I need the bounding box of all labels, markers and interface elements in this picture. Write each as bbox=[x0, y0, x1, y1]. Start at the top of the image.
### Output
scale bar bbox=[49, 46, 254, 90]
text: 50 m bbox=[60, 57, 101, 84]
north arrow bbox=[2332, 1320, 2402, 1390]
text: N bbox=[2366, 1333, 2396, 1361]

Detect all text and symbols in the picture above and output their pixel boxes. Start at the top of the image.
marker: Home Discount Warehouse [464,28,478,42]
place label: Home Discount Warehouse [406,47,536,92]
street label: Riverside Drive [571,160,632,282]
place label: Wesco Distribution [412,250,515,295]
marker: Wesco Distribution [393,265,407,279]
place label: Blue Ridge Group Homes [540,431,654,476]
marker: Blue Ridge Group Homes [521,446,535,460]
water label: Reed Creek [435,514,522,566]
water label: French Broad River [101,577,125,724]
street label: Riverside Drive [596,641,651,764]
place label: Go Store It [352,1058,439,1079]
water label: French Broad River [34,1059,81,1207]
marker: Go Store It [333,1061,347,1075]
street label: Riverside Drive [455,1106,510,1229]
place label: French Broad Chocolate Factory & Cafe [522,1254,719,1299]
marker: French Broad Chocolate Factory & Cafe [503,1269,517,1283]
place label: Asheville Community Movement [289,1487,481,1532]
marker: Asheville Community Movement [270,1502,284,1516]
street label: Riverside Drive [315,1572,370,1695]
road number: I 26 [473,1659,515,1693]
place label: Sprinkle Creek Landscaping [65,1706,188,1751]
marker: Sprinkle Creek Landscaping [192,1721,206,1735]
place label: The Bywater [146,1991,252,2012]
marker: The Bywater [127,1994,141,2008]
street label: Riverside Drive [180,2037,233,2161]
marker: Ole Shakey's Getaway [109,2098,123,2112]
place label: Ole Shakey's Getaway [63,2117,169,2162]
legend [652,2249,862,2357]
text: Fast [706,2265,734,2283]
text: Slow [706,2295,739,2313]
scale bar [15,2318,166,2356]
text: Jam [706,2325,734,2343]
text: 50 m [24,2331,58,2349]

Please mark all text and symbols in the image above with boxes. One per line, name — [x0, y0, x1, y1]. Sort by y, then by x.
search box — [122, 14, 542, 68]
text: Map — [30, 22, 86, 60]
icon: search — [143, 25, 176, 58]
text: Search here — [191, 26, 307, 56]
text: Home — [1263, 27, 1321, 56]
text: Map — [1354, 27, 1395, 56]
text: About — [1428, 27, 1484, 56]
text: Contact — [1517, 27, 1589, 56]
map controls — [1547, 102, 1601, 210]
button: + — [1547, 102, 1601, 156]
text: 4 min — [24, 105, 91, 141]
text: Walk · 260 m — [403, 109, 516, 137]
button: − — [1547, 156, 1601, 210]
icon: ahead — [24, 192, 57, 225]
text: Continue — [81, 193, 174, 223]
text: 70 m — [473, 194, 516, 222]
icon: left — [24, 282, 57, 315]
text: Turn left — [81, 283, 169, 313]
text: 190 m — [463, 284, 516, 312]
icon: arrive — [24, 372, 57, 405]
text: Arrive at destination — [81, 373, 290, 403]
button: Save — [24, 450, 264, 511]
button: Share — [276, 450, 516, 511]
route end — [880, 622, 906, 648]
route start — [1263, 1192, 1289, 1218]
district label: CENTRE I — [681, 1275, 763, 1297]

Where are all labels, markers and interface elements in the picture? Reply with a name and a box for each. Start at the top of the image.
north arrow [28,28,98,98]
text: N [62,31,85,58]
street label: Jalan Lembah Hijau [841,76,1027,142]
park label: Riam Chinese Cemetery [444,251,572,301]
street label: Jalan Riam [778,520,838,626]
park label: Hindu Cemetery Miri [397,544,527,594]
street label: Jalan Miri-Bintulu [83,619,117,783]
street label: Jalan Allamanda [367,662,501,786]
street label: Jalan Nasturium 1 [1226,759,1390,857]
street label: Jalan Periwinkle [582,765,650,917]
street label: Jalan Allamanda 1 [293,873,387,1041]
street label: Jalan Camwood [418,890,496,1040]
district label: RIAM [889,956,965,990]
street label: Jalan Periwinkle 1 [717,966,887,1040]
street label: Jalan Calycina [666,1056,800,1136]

__Work instruction__
Write out exactly the lines from the one containing "Please mark all" through the end of the data, both included. Add nothing else.

__Solution to this task__
Please mark all text and symbols in the image above with boxes. One per line, name — [x0, y0, x1, y1]. Sort by y, then by x.
search box — [122, 14, 542, 68]
text: Map — [30, 22, 86, 60]
icon: search — [143, 25, 176, 58]
text: Search here — [191, 26, 307, 56]
text: Home — [1263, 27, 1321, 56]
text: Map — [1354, 27, 1395, 56]
text: About — [1428, 27, 1484, 56]
text: Contact — [1517, 27, 1589, 56]
map controls — [1547, 102, 1601, 210]
button: + — [1547, 102, 1601, 156]
text: 4 min — [24, 105, 91, 141]
text: Walk · 260 m — [403, 109, 516, 137]
button: − — [1547, 156, 1601, 210]
icon: ahead — [24, 192, 57, 225]
text: Continue — [81, 193, 174, 223]
text: 70 m — [473, 194, 516, 222]
icon: left — [24, 282, 57, 315]
text: Turn left — [81, 283, 169, 313]
text: 190 m — [463, 284, 516, 312]
icon: arrive — [24, 372, 57, 405]
text: Arrive at destination — [81, 373, 290, 403]
button: Save — [24, 450, 264, 511]
button: Share — [276, 450, 516, 511]
route end — [880, 622, 906, 648]
route start — [1263, 1192, 1289, 1218]
district label: CENTRE I — [681, 1275, 763, 1297]

Where are all labels, markers and interface elements in the picture? Reply with a name and a box for each. Start at the top of the image.
north arrow [28,28,98,98]
text: N [62,31,85,58]
street label: Jalan Lembah Hijau [841,76,1027,142]
park label: Riam Chinese Cemetery [444,251,572,301]
street label: Jalan Riam [778,520,838,626]
park label: Hindu Cemetery Miri [397,544,527,594]
street label: Jalan Miri-Bintulu [83,619,117,783]
street label: Jalan Allamanda [367,662,501,786]
street label: Jalan Nasturium 1 [1226,759,1390,857]
street label: Jalan Periwinkle [582,765,650,917]
street label: Jalan Allamanda 1 [293,873,387,1041]
street label: Jalan Camwood [418,890,496,1040]
district label: RIAM [889,956,965,990]
street label: Jalan Periwinkle 1 [717,966,887,1040]
street label: Jalan Calycina [666,1056,800,1136]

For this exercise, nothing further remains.